Assume you have a long-term AI behavior controlling a character in a game. It could be implemented as a script, a behavior tree, or any other sequence of actions to follow. How do you deal with events happening in the world in a way that’s coherent with this active behavior?
The AI logic needs to make two major decisions when receiving incoming events from the wold. It must work out:
Whether to terminate the running behaviors or just suspend them.
If new behaviors should start, or resume existing ones from suspension.
Obviously, in special cases, events should trigger both operations. However, you can simplify the AI tremendously by separating the logic into two types of event handlers.
Handling Broken Assumptions
Generally when you build AI, it’s useful to make behaviors goal-oriented, so they each solve a specific problem. As you design behaviors to reach their goals, you’ll find yourself relying on certain conditions about the context they run in.
Then, to make sure that the AI responds to events in a logical way, you need to capture these assumptions using some custom logic. For example:
In a script, you could monitor your assumptions by writing a custom event handler for all the facts that could change and break the behavior.
In a behavior tree, you would use parallel conditions high-up in the tree to check those assumptions regularly and bail out if necessary.
Once each behavior can monitor its own pre-conditions and make sure it terminates immediately once its assumptions are wrong, you can start thinking about handling other events.
Responding to New Opportunities
To react to potential opportunities, you need a global handler to take care of all the events (including those which also invalidate certain assumptions). This type of handler is much harder to implement, as there are many more cases to handle, but you can keep things simple by:
Only deciding what new behaviors to start.

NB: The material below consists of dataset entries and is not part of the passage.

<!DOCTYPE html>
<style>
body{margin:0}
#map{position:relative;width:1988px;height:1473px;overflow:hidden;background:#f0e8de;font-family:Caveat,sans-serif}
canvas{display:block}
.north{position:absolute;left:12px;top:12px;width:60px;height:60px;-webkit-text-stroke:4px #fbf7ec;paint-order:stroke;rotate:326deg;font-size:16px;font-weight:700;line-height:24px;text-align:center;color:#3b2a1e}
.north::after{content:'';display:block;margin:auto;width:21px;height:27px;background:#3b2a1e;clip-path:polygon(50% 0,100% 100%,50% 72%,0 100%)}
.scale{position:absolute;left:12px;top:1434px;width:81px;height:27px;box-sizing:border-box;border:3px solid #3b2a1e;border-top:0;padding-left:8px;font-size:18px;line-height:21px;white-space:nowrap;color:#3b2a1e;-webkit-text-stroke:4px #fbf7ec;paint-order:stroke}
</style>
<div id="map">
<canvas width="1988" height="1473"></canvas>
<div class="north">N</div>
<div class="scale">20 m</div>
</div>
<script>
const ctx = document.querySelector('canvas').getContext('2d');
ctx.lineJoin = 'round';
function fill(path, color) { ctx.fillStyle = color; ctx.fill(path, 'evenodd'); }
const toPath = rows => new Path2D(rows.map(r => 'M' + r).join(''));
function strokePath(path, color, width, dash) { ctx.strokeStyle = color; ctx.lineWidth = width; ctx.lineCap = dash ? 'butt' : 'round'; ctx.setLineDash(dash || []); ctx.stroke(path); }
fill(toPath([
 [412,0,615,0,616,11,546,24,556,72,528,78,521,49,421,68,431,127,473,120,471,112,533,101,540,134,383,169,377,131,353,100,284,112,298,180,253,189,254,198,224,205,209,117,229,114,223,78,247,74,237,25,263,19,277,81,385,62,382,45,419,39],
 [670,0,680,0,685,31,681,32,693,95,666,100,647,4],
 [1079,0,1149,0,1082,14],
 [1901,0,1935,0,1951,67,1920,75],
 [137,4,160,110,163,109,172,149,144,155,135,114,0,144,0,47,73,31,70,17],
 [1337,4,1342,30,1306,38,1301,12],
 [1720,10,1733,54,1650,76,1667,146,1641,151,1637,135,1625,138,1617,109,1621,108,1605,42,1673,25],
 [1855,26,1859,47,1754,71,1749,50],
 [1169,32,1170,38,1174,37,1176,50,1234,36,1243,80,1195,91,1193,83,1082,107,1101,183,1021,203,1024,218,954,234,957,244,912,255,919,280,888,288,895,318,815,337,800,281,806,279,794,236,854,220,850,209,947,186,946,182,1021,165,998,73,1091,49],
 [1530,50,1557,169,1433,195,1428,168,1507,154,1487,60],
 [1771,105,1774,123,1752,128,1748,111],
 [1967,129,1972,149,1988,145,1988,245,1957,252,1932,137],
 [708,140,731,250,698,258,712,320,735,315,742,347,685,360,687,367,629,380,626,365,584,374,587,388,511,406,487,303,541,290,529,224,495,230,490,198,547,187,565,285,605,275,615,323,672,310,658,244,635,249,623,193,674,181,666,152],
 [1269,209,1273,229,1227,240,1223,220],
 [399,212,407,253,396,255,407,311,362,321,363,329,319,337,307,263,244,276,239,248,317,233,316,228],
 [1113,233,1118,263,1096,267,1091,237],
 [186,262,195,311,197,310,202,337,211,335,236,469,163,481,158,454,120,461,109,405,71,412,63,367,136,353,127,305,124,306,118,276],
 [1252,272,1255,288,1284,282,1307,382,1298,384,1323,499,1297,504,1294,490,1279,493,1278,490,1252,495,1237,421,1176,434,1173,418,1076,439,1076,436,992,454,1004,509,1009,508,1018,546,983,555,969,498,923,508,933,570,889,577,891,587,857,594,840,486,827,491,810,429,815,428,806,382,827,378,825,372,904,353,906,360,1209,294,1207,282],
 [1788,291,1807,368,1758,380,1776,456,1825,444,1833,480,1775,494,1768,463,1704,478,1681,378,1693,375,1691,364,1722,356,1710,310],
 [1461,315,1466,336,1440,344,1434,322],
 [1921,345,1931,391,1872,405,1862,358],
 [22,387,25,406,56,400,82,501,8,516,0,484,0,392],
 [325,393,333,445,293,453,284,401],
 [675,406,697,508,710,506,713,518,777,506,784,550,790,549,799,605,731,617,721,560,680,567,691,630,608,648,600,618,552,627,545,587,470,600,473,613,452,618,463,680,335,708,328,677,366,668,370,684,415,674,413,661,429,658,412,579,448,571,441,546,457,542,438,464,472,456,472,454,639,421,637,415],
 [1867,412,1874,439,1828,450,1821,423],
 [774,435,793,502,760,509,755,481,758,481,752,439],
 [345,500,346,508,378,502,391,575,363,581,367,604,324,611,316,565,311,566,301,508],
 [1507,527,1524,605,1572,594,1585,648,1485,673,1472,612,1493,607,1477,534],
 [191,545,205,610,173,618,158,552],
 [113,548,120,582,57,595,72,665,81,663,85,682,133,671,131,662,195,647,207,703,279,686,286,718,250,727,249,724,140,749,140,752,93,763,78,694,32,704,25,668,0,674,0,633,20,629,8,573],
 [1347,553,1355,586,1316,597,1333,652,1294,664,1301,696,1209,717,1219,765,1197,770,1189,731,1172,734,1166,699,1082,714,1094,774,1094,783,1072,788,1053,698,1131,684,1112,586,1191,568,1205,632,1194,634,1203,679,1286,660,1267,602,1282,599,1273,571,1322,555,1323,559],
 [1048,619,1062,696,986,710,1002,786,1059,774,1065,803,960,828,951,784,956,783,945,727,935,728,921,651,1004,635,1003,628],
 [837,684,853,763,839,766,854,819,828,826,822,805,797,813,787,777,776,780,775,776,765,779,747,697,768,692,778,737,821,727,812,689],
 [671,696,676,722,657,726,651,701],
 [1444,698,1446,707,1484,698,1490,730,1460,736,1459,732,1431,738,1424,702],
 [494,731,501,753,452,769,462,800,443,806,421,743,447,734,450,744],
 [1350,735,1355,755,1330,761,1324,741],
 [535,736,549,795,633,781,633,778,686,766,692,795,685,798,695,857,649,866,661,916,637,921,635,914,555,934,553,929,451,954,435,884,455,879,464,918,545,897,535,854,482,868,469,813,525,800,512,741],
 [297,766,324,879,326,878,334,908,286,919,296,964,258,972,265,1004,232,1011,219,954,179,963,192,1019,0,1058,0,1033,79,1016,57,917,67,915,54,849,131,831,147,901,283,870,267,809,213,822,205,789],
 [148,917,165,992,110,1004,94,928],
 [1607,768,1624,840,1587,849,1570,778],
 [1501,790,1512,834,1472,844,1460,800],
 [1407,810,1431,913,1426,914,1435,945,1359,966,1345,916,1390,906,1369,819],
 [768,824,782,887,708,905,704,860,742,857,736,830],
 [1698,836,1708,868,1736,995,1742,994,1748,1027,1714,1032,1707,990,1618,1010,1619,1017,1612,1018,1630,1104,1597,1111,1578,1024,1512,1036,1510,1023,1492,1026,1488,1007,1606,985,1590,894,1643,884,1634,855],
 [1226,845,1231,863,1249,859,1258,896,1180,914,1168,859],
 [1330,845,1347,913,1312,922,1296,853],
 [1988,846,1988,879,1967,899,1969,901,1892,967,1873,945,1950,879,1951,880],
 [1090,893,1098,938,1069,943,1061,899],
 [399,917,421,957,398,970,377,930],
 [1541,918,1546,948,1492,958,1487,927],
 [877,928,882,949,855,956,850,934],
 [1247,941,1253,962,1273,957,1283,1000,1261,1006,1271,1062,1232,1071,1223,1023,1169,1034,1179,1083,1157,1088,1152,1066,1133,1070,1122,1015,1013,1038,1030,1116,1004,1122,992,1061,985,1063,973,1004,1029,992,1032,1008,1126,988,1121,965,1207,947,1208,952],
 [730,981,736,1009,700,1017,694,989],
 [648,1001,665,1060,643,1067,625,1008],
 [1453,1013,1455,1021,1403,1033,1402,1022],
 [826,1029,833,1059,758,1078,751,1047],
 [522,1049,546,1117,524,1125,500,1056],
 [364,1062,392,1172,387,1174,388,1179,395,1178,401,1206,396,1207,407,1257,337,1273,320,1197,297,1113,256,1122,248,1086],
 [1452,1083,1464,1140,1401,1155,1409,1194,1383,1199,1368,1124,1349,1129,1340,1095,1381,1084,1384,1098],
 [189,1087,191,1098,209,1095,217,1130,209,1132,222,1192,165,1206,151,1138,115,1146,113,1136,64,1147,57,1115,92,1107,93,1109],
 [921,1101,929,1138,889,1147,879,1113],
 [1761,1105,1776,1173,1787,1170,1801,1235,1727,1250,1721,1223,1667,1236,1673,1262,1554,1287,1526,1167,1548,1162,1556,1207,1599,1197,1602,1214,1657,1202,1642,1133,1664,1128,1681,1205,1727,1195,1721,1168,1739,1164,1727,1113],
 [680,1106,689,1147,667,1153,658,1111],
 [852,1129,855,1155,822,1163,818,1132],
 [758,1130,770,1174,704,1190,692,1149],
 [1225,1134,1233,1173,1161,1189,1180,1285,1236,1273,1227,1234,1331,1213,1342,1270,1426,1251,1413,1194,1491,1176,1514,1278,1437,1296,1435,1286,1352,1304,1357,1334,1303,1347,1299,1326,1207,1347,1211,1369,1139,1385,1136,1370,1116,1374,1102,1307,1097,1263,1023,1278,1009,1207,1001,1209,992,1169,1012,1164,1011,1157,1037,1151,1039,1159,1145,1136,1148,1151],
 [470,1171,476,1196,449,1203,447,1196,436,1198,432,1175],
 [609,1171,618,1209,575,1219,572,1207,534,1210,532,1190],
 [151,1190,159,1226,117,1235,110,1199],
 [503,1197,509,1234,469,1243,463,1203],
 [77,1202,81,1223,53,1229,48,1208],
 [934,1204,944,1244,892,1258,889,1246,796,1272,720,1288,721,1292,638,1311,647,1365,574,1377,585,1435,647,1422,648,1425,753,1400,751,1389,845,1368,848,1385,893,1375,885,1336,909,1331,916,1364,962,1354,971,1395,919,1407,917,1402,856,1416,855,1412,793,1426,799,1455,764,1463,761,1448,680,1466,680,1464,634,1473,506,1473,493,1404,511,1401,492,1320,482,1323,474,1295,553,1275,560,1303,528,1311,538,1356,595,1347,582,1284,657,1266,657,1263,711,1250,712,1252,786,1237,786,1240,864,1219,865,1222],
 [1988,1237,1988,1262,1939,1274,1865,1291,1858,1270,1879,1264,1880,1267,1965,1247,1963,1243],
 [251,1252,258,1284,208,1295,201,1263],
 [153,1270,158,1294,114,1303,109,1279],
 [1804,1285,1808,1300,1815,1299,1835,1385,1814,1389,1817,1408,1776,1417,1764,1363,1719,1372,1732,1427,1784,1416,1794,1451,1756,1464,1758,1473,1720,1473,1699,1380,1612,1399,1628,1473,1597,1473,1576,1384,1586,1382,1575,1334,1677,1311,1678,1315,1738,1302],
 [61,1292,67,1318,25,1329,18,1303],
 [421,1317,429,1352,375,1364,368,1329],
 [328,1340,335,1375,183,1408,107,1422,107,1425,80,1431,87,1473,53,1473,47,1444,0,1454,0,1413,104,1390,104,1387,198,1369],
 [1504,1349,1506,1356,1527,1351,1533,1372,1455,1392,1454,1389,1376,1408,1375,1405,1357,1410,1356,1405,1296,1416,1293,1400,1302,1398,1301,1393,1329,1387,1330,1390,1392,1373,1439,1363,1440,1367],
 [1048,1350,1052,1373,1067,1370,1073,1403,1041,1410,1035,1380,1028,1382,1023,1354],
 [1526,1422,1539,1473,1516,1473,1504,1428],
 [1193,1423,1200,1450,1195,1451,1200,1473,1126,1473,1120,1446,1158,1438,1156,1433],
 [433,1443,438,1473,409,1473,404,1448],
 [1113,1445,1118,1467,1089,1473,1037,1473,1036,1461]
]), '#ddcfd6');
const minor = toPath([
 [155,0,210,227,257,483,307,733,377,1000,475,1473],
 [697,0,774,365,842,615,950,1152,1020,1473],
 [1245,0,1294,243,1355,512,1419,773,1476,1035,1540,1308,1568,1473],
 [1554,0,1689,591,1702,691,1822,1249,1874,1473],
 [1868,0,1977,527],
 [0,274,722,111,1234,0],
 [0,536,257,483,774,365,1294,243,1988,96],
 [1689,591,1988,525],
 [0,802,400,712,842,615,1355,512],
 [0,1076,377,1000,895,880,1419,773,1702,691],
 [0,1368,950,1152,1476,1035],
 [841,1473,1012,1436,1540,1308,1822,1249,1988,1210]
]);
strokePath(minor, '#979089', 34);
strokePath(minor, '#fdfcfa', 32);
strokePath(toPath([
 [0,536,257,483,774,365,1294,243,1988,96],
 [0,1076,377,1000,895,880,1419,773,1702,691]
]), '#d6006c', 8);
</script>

Establishing priorities of the new behaviors.
Letting other behaviors suspend or terminate themselves.
Basically, this approach makes it a bit easier to deal with the huge matrix of possible choices that grows with the number of active behaviors. Instead, you just select new behaviors, give them a priority, and if there’s a clash over resources, let other behaviors bail out if their assumptions are broken.
It’s hard to capture all the subtleties in this problem without writing a whole dissertation on the subject, but at least now you have the basics of a solid system for handling events. It’s best to separate event handlers into two groups: one for monitoring running behaviors and shutting them down if assumptions are broken, and the other as a global event handler for starting new behaviors and working out their relative priorities.
Do you use any particular tricks for handling events in the context of purposeful behaviors?